Akron Township is a civil township of Tuscola County in the U.S. state of Michigan. The population was 1,379 at the 2020 Census.

== Communities ==
- The village of Akron is in the southern part of the township straddling the boundary between Akron Township to the north and Fairgrove Township to the south. The Akron post office, with ZIP code 48701, also serves the southern and western portions of Akron Township.
- Bay Park is an unincorporated community on the border of the Township with Wisner Township on Saginaw Bay west of Vassar Road and Bay Park Road at . It was platted as a subdivision on June 5, 1885.
- Wisner is an unincorporated community on the boundary between Akron Township to the east and Wisner Township to the west.
- Thomas is an unincorporated community in the northern part of the township on Saginaw Bay at . Thomas was platted in three sections: Thomas Fisheries (1942), Thomas Park (1947) and Thomas (1957) subdivisions.

==Geography==
According to the United States Census Bureau, the township has a total area of 56.9 sqmi, of which 52.9 sqmi is land and 4.0 sqmi (7.05%) is water.

The civil township comprises most of survey townships 14 and 15 north of range 8 east. Section 1 of T14N and section 36 of T15N have been attached to Columbia Township, which is adjacent to the east of Akron Township. These sections surround the village of Unionville, which also incorporates smaller portions of both sections.
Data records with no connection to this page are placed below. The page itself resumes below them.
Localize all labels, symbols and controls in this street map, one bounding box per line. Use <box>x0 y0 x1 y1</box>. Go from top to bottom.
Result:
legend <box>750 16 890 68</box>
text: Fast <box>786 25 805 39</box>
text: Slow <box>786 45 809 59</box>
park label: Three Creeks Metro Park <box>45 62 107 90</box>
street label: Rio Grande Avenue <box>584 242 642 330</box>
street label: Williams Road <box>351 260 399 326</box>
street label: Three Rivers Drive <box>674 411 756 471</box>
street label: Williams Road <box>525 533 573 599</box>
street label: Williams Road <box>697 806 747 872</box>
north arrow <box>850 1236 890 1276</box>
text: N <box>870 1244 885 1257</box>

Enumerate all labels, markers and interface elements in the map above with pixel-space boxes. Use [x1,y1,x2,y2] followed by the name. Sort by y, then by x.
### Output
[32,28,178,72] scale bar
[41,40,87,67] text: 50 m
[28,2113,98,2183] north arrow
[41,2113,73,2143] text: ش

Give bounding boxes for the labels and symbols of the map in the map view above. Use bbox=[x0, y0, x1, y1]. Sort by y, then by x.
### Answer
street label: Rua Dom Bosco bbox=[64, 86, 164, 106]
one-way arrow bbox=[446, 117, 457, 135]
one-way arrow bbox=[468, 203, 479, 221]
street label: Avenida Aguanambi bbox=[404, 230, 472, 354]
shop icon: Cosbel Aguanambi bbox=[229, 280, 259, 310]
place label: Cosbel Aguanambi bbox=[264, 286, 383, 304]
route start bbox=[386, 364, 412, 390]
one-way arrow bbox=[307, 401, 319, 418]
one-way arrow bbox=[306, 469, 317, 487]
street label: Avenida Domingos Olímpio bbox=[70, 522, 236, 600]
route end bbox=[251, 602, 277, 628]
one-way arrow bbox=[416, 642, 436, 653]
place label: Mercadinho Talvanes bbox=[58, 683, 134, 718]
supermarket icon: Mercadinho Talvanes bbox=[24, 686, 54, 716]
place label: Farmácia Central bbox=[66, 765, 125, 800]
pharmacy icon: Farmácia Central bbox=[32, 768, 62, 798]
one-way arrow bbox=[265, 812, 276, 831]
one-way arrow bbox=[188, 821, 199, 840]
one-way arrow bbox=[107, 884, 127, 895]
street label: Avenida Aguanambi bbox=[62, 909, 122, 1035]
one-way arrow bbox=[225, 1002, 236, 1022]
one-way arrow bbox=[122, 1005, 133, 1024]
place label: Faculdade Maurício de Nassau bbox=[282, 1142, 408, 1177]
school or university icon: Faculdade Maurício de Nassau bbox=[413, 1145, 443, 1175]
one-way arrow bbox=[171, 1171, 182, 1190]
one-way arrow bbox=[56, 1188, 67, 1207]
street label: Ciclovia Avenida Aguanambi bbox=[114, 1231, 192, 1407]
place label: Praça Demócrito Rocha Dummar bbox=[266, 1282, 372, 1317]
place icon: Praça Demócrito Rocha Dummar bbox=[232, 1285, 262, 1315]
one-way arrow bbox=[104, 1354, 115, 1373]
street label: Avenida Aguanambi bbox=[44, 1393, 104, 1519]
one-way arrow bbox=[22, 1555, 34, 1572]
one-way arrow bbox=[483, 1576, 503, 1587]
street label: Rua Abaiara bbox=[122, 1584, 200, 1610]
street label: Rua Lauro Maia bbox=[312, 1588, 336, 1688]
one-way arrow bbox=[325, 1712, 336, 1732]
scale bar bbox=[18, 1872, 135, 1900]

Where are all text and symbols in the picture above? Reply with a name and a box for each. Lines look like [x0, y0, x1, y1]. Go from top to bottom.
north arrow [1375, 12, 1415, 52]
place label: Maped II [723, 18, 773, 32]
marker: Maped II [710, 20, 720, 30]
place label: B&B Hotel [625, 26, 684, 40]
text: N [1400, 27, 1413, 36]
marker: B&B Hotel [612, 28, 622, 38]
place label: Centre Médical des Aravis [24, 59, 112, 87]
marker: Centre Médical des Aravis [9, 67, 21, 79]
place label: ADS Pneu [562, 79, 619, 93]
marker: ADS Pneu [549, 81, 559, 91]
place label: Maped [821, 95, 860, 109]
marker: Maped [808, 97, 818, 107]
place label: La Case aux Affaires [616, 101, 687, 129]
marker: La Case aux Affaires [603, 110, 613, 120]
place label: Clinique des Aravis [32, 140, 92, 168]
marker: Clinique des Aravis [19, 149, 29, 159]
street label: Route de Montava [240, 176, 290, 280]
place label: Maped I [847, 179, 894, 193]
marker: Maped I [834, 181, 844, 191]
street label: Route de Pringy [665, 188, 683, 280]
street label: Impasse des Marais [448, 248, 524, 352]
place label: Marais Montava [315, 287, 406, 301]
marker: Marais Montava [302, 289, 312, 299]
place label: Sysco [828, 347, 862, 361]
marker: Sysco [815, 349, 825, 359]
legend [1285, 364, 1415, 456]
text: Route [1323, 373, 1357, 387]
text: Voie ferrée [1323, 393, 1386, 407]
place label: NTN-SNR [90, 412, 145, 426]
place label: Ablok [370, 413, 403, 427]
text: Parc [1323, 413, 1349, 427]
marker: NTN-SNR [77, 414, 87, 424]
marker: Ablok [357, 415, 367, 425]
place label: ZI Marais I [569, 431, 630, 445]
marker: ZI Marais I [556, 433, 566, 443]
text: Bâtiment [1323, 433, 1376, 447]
Survey township 15N, on the shores of Saginaw Bay, is a partial township consisting of thirteen full 1 sqmi sections and eleven partial sections, with the remainder lying under water.

==Demographics==
As of the census of 2000, there were 1,589 people, 602 households, and 441 families residing in the township. The population density was 30.0 PD/sqmi. There were 767 housing units at an average density of 14.5 per square mile (5.6/km^{2}). The racial makeup of the township was 95.85% White, 0.19% African American, 0.76% Native American, 0.19% Asian, 1.76% from other races, and 1.26% from two or more races. Hispanic or Latino of any race were 4.59% of the population.

There were 602 households, out of which 32.2% had children under the age of 18 living with them, 63.6% were married couples living together, 6.6% had a female householder with no husband present, and 26.6% were non-families. 23.1% of all households were made up of individuals, and 11.3% had someone living alone who was 65 years of age or older. The average household size was 2.58 and the average family size was 3.01.

In the township the population was spread out, with 25.9% under the age of 18, 6.9% from 18 to 24, 28.6% from 25 to 44, 23.9% from 45 to 64, and 14.8% who were 65 years of age or older. The median age was 38 years. For every 100 females, there were 103.2 males. For every 100 females age 18 and over, there were 99.3 males.

The median income for a household in the township was $36,891, and the median income for a family was $43,056. Males had a median income of $32,326 versus $21,548 for females. The per capita income for the township was $16,487. About 6.2% of families and 11.7% of the population were below the poverty line, including 12.9% of those under age 18 and 14.3% of those age 65 or over.